Wednesday, 23 August 2017 @ 16:13
Cosgrove Caster's –
I remember writing a blog on photography as one of
my very first blogs when I started Cosgrove Caster's back in 2012 but now I would
like to bring my tips on the subject right up to date.
As a few of you will
know I am a keen angling photographer and particularly on getting really good
images of your catches.
On the park, we receive
lots of images and photos from anglers with some lovely fish, but to be quite
honest the quality of some of the pictures really doesn’t do the fish or the
By following a few simple
guidelines, you can transform the picture from being a simple out of focus
snapshot into an image that could grace the pages of the Angling Times. The
tips and tricks that I am going to talk about deal not only with a camera but it
equally applies to mobile phones that now have very high-quality cameras on and
with the correct use can take some great quality pictures and even videos.

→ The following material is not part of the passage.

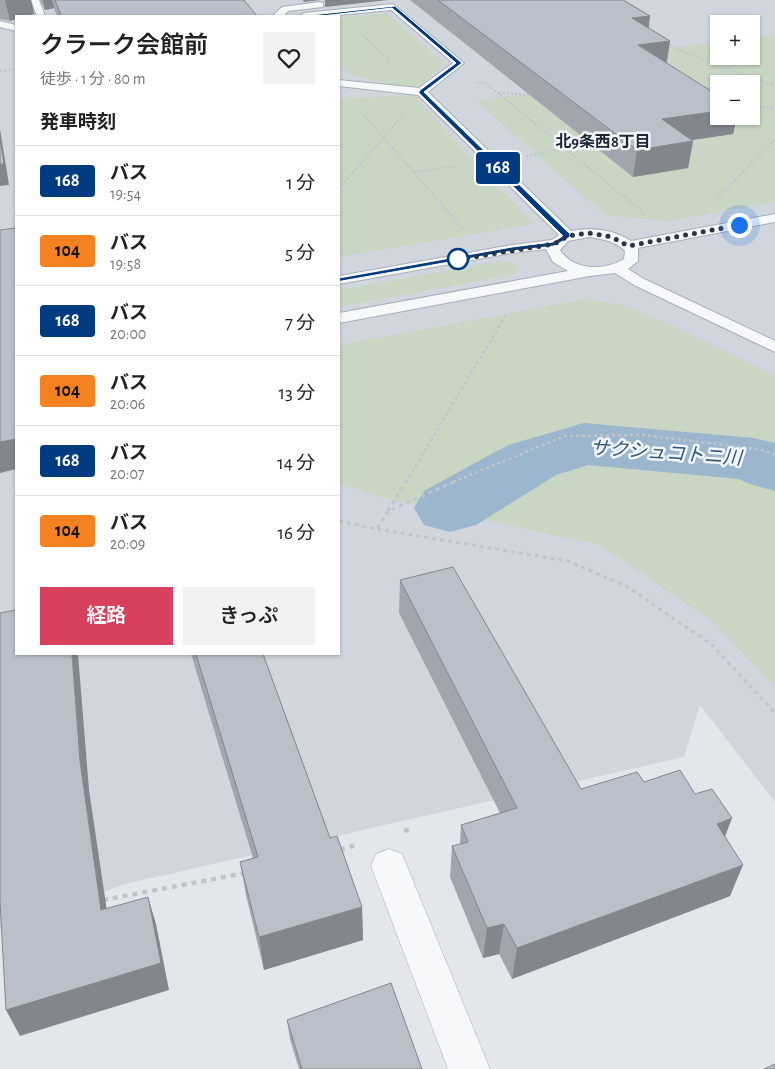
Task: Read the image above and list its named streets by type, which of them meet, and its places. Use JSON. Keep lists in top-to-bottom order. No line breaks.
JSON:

A stunning Island View winter mirror carp. The photo is self taken using the tips mentioned about below
First thing really must be the safety
and welfare of the fish. While you are getting your camera or mobile phone sorted out and who’s
taking the picture please have a decent padded unhooking mat, and make sure
the fish is wet and covered. If someone else is taking the shot
for you, make sure they have at least some idea how to use the camera or the mobile phone
camera, and in particular to make sure it is in focus and properly exposed. Modern
computer software that accompanies most cameras and mobile phones can edit,
enhance and manipulate images in all sorts of ways and can make up for a lot of
errors that the photographer makes during the taking of the shot, but one thing
they can’t do is focus an image that is out of focus to start with. To take a really
good trophy shot the first thing to do is look behind you and consider the
background. Don’t be afraid to move to avoid trees (that will seem to grow out of your
head) cars, caravans, white buckets or whatever that will definitely spoil the
final shot. I will often choose a hedge or bed of rushes (see above) that can enhance the image and not detract from 'that' fish. I suggest the photographer gets down to the anglers level. Ask them
to get close enough to completely fill the viewfinder, not only will this frame
the shot perfectly but will better expose the image as the camera's processor
will not get fooled into under exposing the image by a very bright watery background.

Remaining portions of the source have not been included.